When I tell someone from the United States that I am doing a marketing project for a
nonprofit in Buenos Aires, they are usually surprised. Few people in the States understand what Buenos Aires is like, but they often assume that it is very different from the cities they are familiar with. What I have learned after five weeks of living here is that, while people and companies in Buenos Aires have some cultural differences, the way companies market and react to marketing here is very similar to the United States.

The Trend of Digital Advertising: In the USA, a lot of the marketing that I have done and seen is digital. Each year, companies are spending more money on digital and online marketing. Companies want to connect with their customers on a more personal and curated level, and the Internet and rise in the use of mobile devices has allowed them to do that. While in Buenos Aires, specifically while working at Pilares, I have seen the same trend. Buenos Aires is a technologically advanced city; many people have access to the Internet wherever they are and are in touch with brands via online platforms like social media and websites. Pilares conducts most of its marketing online through its Facebook, Twitter, and website. And the reasons they use these platforms above any others is the same reason most companies, especially nonprofits, do in the USA: relatively low cost, high scalability, high customizability, and high measurability.



Of course, as far as place goes, there are many other areas where people can market in a large city such as Buenos Aires. People look for eye-catching, convenient places to buy products – not very different from the United States at all. And this isn’t very surprising, given many firms in Argentina and much of Latin America follow the lead of companies and business leaders in the United States and Europe.

Cultural Differences: Knowing the culture of the population you are marketing to is essential to designing marketing strategy. Of course, the people and customs of Buenos Aires can be quite different from those in the United States…

Language: One of the most obvious and difficult issues to tackle as an American marketing in Buenos Aires is the language. Since I have studied Spanish for several years now, I can easily understand it and (most of the time) can hold a basic conversation using the language. However, marketing to a population of Spanish speakers as a non-native and non-fluent Spanish speaker is incredibly difficult. That is because the nuances of communication and language are at the core of effective marketing tactics. For instance, writing a slogan for a brand can be hard to do in English; you must pick an arrangement of words that is short, understandable, attention-getting, and all-encompassing of the product you are selling. When you must do the same thing in a language that you are not well-versed in, it can feel impossible.

When Christina and I were working to come up with a slogan for Pilares’ ninth anniversary campaign, we had a whole list of English ideas that we thought fit perfectly. Then, after trying to translate our messaging to Spanish, our supervisor informed us that the translated words made little sense or sounded awkward. Turns out a message that makes complete sense to an English speaker, even when translated correctly to Spanish, may not actually translate the original idea of the message. This has been a prevailing obstacle during my time working for Pilares, and we have had to collaborate with our supervisors to edit most of the Spanish we write.

Power of Relationships: During my five weeks working in an n Argentinian business, I have really come to notice the emphasis on friendships in the workplace. Before getting to work, it is customary to greet everyone in the office and have casual conversations, which is unlike a lot of workplace cultures in the United States.

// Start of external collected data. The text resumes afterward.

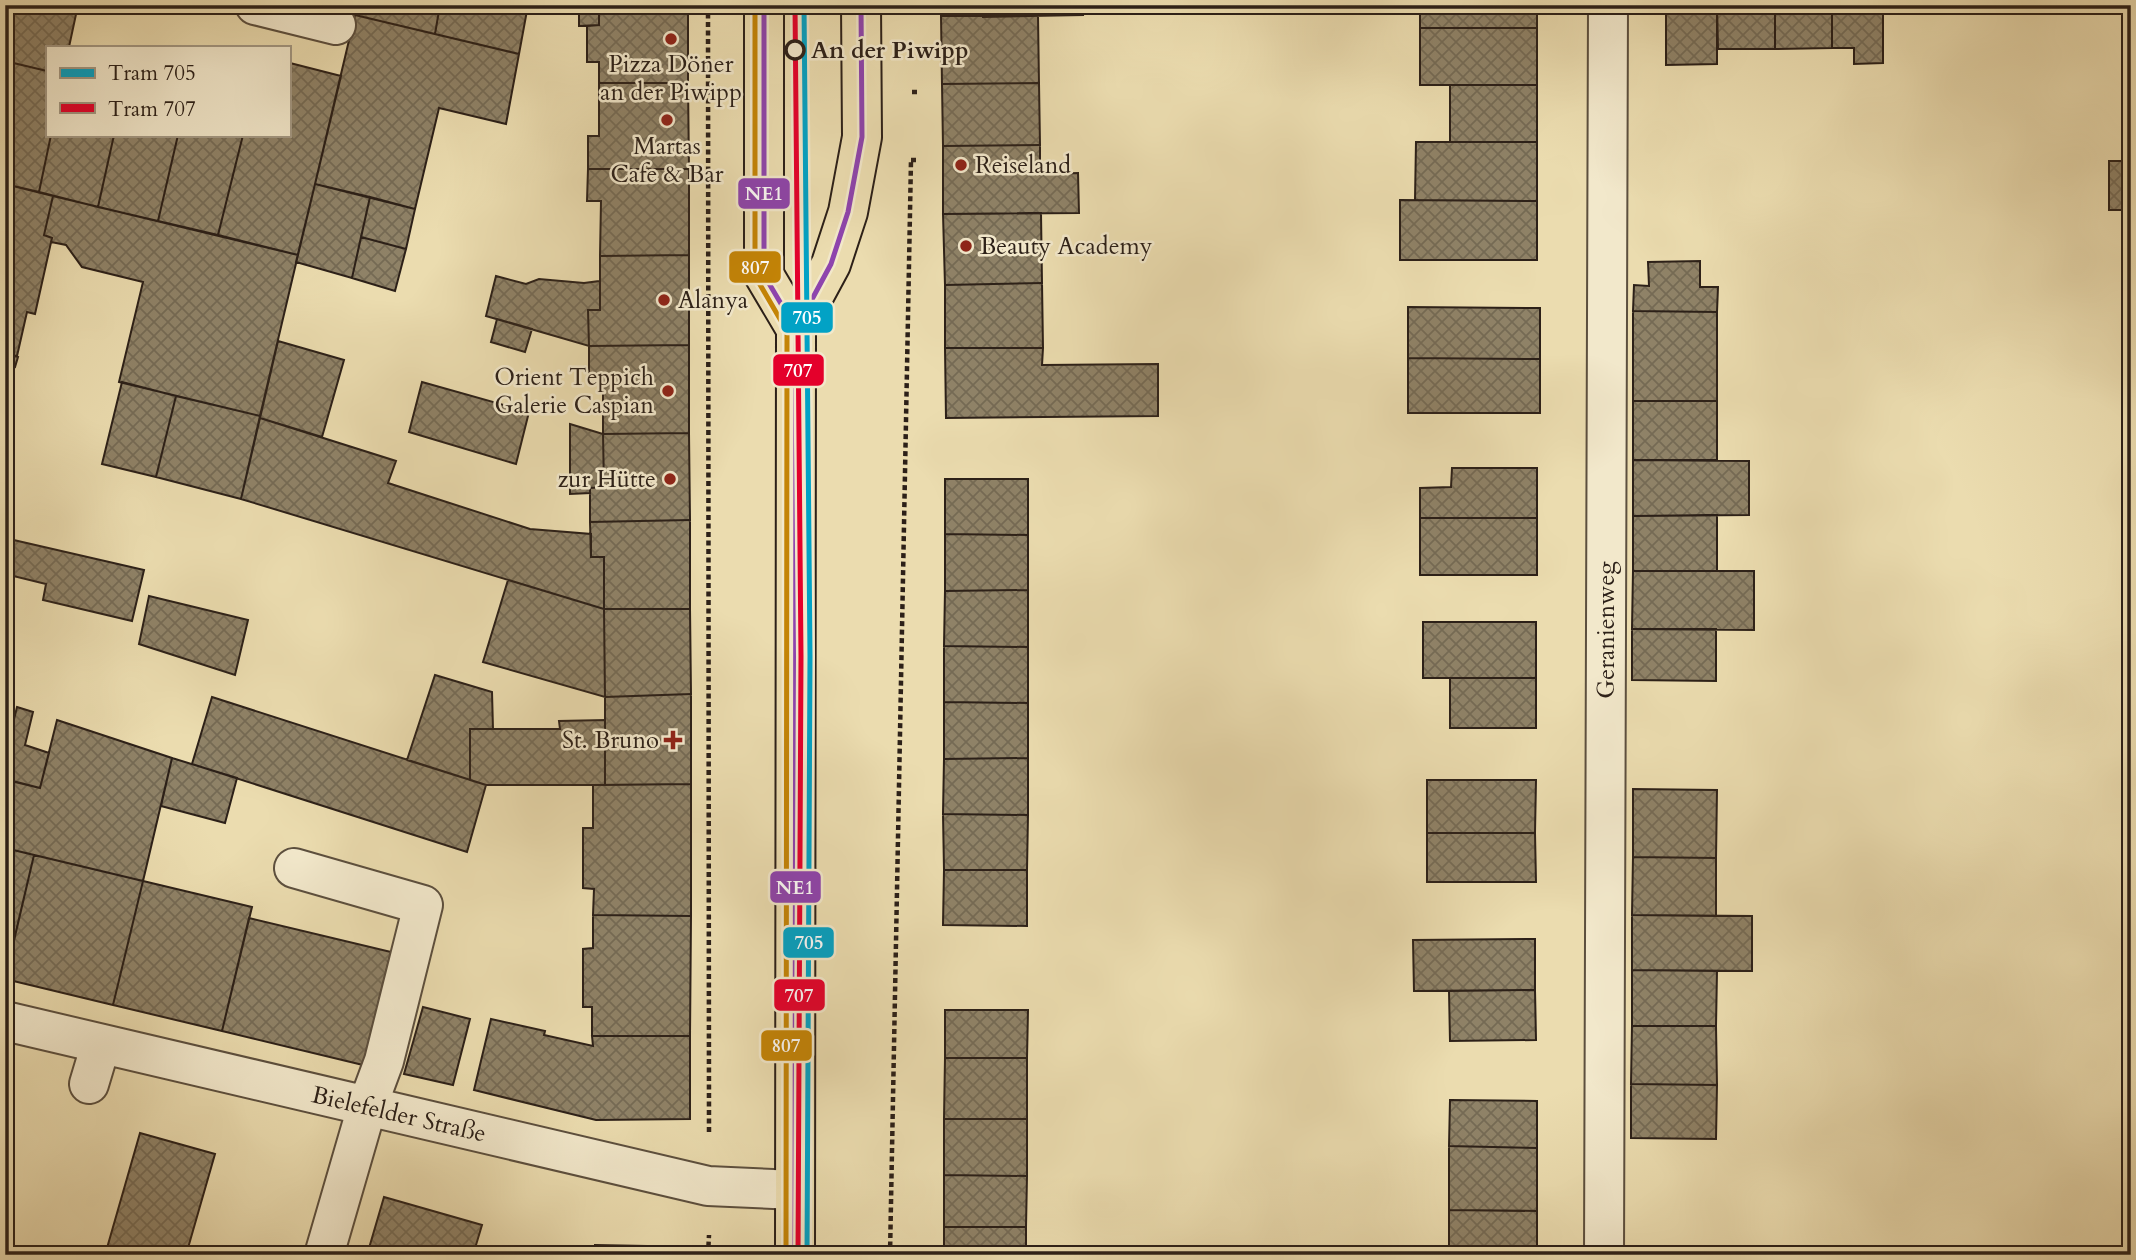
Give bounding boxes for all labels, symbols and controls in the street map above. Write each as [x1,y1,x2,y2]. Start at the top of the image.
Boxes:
marker: Pizza Döner an der Piwipp [663,31,679,47]
place label: An der Piwipp [811,34,969,67]
marker: An der Piwipp [785,40,805,60]
legend [46,46,290,136]
place label: Pizza Döner an der Piwipp [600,48,742,109]
text: Tram 705 [108,59,196,88]
text: Tram 707 [108,95,196,124]
marker: Martas Cafe & Bar [659,112,675,128]
place label: Martas Cafe & Bar [610,130,724,191]
place label: Reiseland [975,149,1071,182]
marker: Reiseland [953,157,969,173]
line badge: NE1 [737,177,791,210]
text: NE1 [745,181,783,207]
place label: Beauty Academy [980,230,1153,263]
marker: Beauty Academy [958,238,974,254]
line badge: 807 [728,250,782,284]
text: 807 [740,255,770,281]
place label: Alanya [678,284,749,317]
marker: Alanya [656,292,672,308]
line badge: 705 [780,301,834,334]
text: 705 [792,305,822,331]
line badge: 707 [772,353,825,387]
text: 707 [783,358,813,384]
place label: Orient Teppich Galerie Caspian [494,361,654,422]
marker: Orient Teppich Galerie Caspian [660,383,676,399]
place label: zur Hütte [558,463,656,496]
marker: zur Hütte [662,471,678,487]
street label: Geranienweg [1590,561,1623,699]
place label: St. Bruno [562,724,659,757]
marker: St. Bruno [665,732,681,748]
line badge: NE1 [769,870,822,904]
text: NE1 [776,875,814,901]
line badge: 705 [782,926,835,959]
text: 705 [794,930,824,956]
line badge: 707 [773,978,826,1012]
text: 707 [784,983,814,1009]
line badge: 807 [760,1029,813,1062]
text: 807 [771,1033,801,1059]
street label: Bielefelder Straße [308,1078,489,1151]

However, this culture is not only important to remember in the workplace. The value Argentinians place on interpersonal relationships – especially when it comes to family – is important to keep in mind when marketing to customers. People here are much less inclined to do business with you or your company if you cannot first set up relationships. These relationships are important in the United States, as well. However, it is especially important in Argentina to establish and navigate these relationships tactfully, as a meaningful relationship with a customer could mean even deeper customer loyalty, while a lack of positive customer relations could ruin chances of success.

Overall, marketing in Buenos Aires is very similar to marketing in the United States. One must simply give extra attention to the cultural differences of the Porteños, their nuanced dialect and their strong emphasis on relationships. As in all international business, it is important to realize that a message that is received well in the United States may not always transplanted or translated perfectly to a Buenos Aires market.